The Florida House of Representatives approved a workers compensation reform bill Wednesday that extends temporary total and partial disability benefits and addresses attorney fees in comp cases.

House Bill 7085, which passed 82–37, increases the duration of temporary total disability and temporary partial disability benefits to 260 weeks from 104 weeks, addressing a gap that exists when workers comp disability benefits end but an injured worker has not reached maximum medical improvement or been declared permanently impaired.
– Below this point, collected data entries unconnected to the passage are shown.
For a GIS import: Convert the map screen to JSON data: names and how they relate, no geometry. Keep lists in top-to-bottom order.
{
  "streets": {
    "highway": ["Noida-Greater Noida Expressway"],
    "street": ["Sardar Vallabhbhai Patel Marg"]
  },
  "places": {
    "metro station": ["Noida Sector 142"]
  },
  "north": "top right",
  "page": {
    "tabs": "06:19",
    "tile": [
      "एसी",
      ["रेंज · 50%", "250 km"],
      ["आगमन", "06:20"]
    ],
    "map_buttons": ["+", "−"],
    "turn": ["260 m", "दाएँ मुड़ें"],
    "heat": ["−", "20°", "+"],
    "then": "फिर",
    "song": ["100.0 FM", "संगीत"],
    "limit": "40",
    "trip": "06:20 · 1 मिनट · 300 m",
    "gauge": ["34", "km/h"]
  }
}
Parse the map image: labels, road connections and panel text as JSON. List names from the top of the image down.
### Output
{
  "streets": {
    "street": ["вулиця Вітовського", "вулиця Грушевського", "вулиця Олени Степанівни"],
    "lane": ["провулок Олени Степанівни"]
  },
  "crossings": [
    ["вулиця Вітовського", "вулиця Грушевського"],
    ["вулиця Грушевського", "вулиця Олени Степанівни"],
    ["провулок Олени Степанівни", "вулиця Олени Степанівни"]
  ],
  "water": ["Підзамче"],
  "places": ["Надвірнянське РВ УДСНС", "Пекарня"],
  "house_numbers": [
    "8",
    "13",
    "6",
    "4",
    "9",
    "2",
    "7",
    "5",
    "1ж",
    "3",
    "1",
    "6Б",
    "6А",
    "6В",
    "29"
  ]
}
The bill also addresses attorney fees in workers comp cases by allowing a Judge of Compensation Claims to award an hourly fee different from the statutory percentage-based attorney fee schedule. Both measures are responses to Florida Supreme Court decisions last year that deemed parts of the state’s workers comp rules unconstitutional.

If enacted, the bill would be effective July 1.

Meanwhile, Senate Bill 1582, introduced by Sen. Rob Bradley, R-Orange Park, passed the Senate Rules Committee unanimously Wednesday. The bill, which also addresses TTD/TPD caps and attorney fees, cleared the state Senate Banking and Insurance committee on April 3 and the state Senate Appropriations committee on April 13. The bill is now before the full Senate.

Workers comp cost increases stemming from the Bradley Westphal vs. City of St. Petersburg and Marvin Castellanos v. Next Door Co. et al. rulings last year prompted the National Council on Compensation Insurance Inc. to file for a 19.6% workers comp rate hike in Florida. NCCI said in November that the Castellanos decision has caused workers comp attorney fees to increase 22% in the state, while an earlier NCCI estimate said that both court rulings could cause overall comp costs to increase as much as 38%.